▶ **PROBLEM REQUIREMENTS**
Each record must be retyped word for word.

*** GIVEN RECORDS ***

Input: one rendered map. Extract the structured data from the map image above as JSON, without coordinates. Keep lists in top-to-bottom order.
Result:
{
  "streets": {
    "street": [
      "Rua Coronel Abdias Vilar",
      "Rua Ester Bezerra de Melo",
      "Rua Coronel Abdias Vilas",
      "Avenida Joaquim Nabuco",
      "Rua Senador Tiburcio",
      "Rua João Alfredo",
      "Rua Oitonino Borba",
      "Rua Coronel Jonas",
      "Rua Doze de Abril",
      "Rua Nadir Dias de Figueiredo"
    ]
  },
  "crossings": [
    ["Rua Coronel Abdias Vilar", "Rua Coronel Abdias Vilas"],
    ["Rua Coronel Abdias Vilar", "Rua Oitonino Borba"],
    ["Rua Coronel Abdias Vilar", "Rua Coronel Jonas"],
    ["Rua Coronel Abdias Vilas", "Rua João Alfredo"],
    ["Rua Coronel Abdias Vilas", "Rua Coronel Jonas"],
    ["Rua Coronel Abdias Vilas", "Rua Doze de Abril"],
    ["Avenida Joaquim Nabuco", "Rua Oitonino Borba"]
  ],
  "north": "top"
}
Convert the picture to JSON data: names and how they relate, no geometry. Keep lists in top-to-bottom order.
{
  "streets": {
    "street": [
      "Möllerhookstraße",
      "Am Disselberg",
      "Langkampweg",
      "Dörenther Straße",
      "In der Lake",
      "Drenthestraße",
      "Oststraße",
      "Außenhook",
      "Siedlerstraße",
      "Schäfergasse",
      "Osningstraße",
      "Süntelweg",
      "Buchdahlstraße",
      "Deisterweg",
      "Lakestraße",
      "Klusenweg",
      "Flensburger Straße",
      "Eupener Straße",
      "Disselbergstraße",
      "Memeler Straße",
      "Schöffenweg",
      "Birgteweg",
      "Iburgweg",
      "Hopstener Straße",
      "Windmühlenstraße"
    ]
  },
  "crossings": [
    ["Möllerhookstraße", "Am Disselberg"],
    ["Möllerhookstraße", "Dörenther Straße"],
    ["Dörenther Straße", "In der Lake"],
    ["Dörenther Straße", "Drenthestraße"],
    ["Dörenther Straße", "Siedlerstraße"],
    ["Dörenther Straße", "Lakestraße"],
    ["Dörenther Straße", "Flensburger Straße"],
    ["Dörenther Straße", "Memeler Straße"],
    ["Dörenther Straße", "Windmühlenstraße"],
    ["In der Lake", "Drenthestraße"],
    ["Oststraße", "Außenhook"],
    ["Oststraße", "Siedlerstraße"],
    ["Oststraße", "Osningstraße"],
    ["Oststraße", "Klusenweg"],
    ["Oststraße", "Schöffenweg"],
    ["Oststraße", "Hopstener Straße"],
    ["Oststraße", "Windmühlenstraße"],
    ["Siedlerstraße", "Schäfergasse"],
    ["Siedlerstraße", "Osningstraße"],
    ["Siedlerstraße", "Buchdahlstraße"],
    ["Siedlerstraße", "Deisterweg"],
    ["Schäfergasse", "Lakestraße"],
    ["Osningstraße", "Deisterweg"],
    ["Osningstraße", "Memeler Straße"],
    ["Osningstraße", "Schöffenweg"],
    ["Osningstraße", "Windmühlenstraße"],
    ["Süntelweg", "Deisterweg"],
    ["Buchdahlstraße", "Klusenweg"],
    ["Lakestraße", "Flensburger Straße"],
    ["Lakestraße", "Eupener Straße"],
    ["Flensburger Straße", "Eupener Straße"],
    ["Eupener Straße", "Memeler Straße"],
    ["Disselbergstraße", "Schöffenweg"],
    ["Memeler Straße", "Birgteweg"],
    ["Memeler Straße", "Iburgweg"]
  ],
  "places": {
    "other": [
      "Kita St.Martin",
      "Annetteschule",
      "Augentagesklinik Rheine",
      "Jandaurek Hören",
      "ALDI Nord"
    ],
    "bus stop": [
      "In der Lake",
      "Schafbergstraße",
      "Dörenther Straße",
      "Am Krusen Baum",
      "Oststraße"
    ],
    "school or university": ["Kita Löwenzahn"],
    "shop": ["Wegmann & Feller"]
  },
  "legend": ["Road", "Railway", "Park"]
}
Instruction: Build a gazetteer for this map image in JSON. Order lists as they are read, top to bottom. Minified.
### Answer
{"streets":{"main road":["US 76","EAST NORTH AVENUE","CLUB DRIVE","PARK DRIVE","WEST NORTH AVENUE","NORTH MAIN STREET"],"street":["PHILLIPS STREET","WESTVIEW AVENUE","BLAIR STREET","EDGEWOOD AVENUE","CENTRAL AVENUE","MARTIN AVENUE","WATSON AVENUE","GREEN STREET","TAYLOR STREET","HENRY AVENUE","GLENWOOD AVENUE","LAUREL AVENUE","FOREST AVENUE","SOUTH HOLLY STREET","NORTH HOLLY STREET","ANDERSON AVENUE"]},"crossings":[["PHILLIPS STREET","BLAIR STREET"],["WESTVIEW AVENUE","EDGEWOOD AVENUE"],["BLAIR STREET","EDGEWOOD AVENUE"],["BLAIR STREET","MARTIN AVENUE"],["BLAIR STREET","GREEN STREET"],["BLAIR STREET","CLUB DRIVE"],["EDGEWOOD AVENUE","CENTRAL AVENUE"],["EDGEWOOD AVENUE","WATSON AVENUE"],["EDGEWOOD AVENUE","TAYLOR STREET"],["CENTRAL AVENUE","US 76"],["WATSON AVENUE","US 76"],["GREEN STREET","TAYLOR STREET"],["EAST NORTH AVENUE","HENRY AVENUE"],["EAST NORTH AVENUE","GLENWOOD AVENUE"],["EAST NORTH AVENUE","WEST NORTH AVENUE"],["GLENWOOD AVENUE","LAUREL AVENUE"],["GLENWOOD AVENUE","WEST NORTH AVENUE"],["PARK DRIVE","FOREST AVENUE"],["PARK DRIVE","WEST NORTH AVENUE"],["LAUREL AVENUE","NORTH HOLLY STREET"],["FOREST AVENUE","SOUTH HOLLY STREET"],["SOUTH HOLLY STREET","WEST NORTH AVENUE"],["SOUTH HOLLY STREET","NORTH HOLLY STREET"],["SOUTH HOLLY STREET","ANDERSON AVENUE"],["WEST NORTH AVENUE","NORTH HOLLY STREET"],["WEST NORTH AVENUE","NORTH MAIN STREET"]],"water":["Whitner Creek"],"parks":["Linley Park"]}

*** End of GIVEN RECORDS ***

▶ **RESPONSE TO THIS EXERCISE**
Input: one rendered map. Extract the structured data from the map image above as JSON, without coordinates. Keep lists in top-to-bottom order.
Result:
{
  "streets": {
    "street": [
      "Rua Coronel Abdias Vilar",
      "Rua Ester Bezerra de Melo",
      "Rua Coronel Abdias Vilas",
      "Avenida Joaquim Nabuco",
      "Rua Senador Tiburcio",
      "Rua João Alfredo",
      "Rua Oitonino Borba",
      "Rua Coronel Jonas",
      "Rua Doze de Abril",
      "Rua Nadir Dias de Figueiredo"
    ]
  },
  "crossings": [
    ["Rua Coronel Abdias Vilar", "Rua Coronel Abdias Vilas"],
    ["Rua Coronel Abdias Vilar", "Rua Oitonino Borba"],
    ["Rua Coronel Abdias Vilar", "Rua Coronel Jonas"],
    ["Rua Coronel Abdias Vilas", "Rua João Alfredo"],
    ["Rua Coronel Abdias Vilas", "Rua Coronel Jonas"],
    ["Rua Coronel Abdias Vilas", "Rua Doze de Abril"],
    ["Avenida Joaquim Nabuco", "Rua Oitonino Borba"]
  ],
  "north": "top"
}
Convert the picture to JSON data: names and how they relate, no geometry. Keep lists in top-to-bottom order.
{
  "streets": {
    "street": [
      "Möllerhookstraße",
      "Am Disselberg",
      "Langkampweg",
      "Dörenther Straße",
      "In der Lake",
      "Drenthestraße",
      "Oststraße",
      "Außenhook",
      "Siedlerstraße",
      "Schäfergasse",
      "Osningstraße",
      "Süntelweg",
      "Buchdahlstraße",
      "Deisterweg",
      "Lakestraße",
      "Klusenweg",
      "Flensburger Straße",
      "Eupener Straße",
      "Disselbergstraße",
      "Memeler Straße",
      "Schöffenweg",
      "Birgteweg",
      "Iburgweg",
      "Hopstener Straße",
      "Windmühlenstraße"
    ]
  },
  "crossings": [
    ["Möllerhookstraße", "Am Disselberg"],
    ["Möllerhookstraße", "Dörenther Straße"],
    ["Dörenther Straße", "In der Lake"],
    ["Dörenther Straße", "Drenthestraße"],
    ["Dörenther Straße", "Siedlerstraße"],
    ["Dörenther Straße", "Lakestraße"],
    ["Dörenther Straße", "Flensburger Straße"],
    ["Dörenther Straße", "Memeler Straße"],
    ["Dörenther Straße", "Windmühlenstraße"],
    ["In der Lake", "Drenthestraße"],
    ["Oststraße", "Außenhook"],
    ["Oststraße", "Siedlerstraße"],
    ["Oststraße", "Osningstraße"],
    ["Oststraße", "Klusenweg"],
    ["Oststraße", "Schöffenweg"],
    ["Oststraße", "Hopstener Straße"],
    ["Oststraße", "Windmühlenstraße"],
    ["Siedlerstraße", "Schäfergasse"],
    ["Siedlerstraße", "Osningstraße"],
    ["Siedlerstraße", "Buchdahlstraße"],
    ["Siedlerstraße", "Deisterweg"],
    ["Schäfergasse", "Lakestraße"],
    ["Osningstraße", "Deisterweg"],
    ["Osningstraße", "Memeler Straße"],
    ["Osningstraße", "Schöffenweg"],
    ["Osningstraße", "Windmühlenstraße"],
    ["Süntelweg", "Deisterweg"],
    ["Buchdahlstraße", "Klusenweg"],
    ["Lakestraße", "Flensburger Straße"],
    ["Lakestraße", "Eupener Straße"],
    ["Flensburger Straße", "Eupener Straße"],
    ["Eupener Straße", "Memeler Straße"],
    ["Disselbergstraße", "Schöffenweg"],
    ["Memeler Straße", "Birgteweg"],
    ["Memeler Straße", "Iburgweg"]
  ],
  "places": {
    "other": [
      "Kita St.Martin",
      "Annetteschule",
      "Augentagesklinik Rheine",
      "Jandaurek Hören",
      "ALDI Nord"
    ],
    "bus stop": [
      "In der Lake",
      "Schafbergstraße",
      "Dörenther Straße",
      "Am Krusen Baum",
      "Oststraße"
    ],
    "school or university": ["Kita Löwenzahn"],
    "shop": ["Wegmann & Feller"]
  },
  "legend": ["Road", "Railway", "Park"]
}
Instruction: Build a gazetteer for this map image in JSON. Order lists as they are read, top to bottom. Minified.
### Answer
{"streets":{"main road":["US 76","EAST NORTH AVENUE","CLUB DRIVE","PARK DRIVE","WEST NORTH AVENUE","NORTH MAIN STREET"],"street":["PHILLIPS STREET","WESTVIEW AVENUE","BLAIR STREET","EDGEWOOD AVENUE","CENTRAL AVENUE","MARTIN AVENUE","WATSON AVENUE","GREEN STREET","TAYLOR STREET","HENRY AVENUE","GLENWOOD AVENUE","LAUREL AVENUE","FOREST AVENUE","SOUTH HOLLY STREET","NORTH HOLLY STREET","ANDERSON AVENUE"]},"crossings":[["PHILLIPS STREET","BLAIR STREET"],["WESTVIEW AVENUE","EDGEWOOD AVENUE"],["BLAIR STREET","EDGEWOOD AVENUE"],["BLAIR STREET","MARTIN AVENUE"],["BLAIR STREET","GREEN STREET"],["BLAIR STREET","CLUB DRIVE"],["EDGEWOOD AVENUE","CENTRAL AVENUE"],["EDGEWOOD AVENUE","WATSON AVENUE"],["EDGEWOOD AVENUE","TAYLOR STREET"],["CENTRAL AVENUE","US 76"],["WATSON AVENUE","US 76"],["GREEN STREET","TAYLOR STREET"],["EAST NORTH AVENUE","HENRY AVENUE"],["EAST NORTH AVENUE","GLENWOOD AVENUE"],["EAST NORTH AVENUE","WEST NORTH AVENUE"],["GLENWOOD AVENUE","LAUREL AVENUE"],["GLENWOOD AVENUE","WEST NORTH AVENUE"],["PARK DRIVE","FOREST AVENUE"],["PARK DRIVE","WEST NORTH AVENUE"],["LAUREL AVENUE","NORTH HOLLY STREET"],["FOREST AVENUE","SOUTH HOLLY STREET"],["SOUTH HOLLY STREET","WEST NORTH AVENUE"],["SOUTH HOLLY STREET","NORTH HOLLY STREET"],["SOUTH HOLLY STREET","ANDERSON AVENUE"],["WEST NORTH AVENUE","NORTH HOLLY STREET"],["WEST NORTH AVENUE","NORTH MAIN STREET"]],"water":["Whitner Creek"],"parks":["Linley Park"]}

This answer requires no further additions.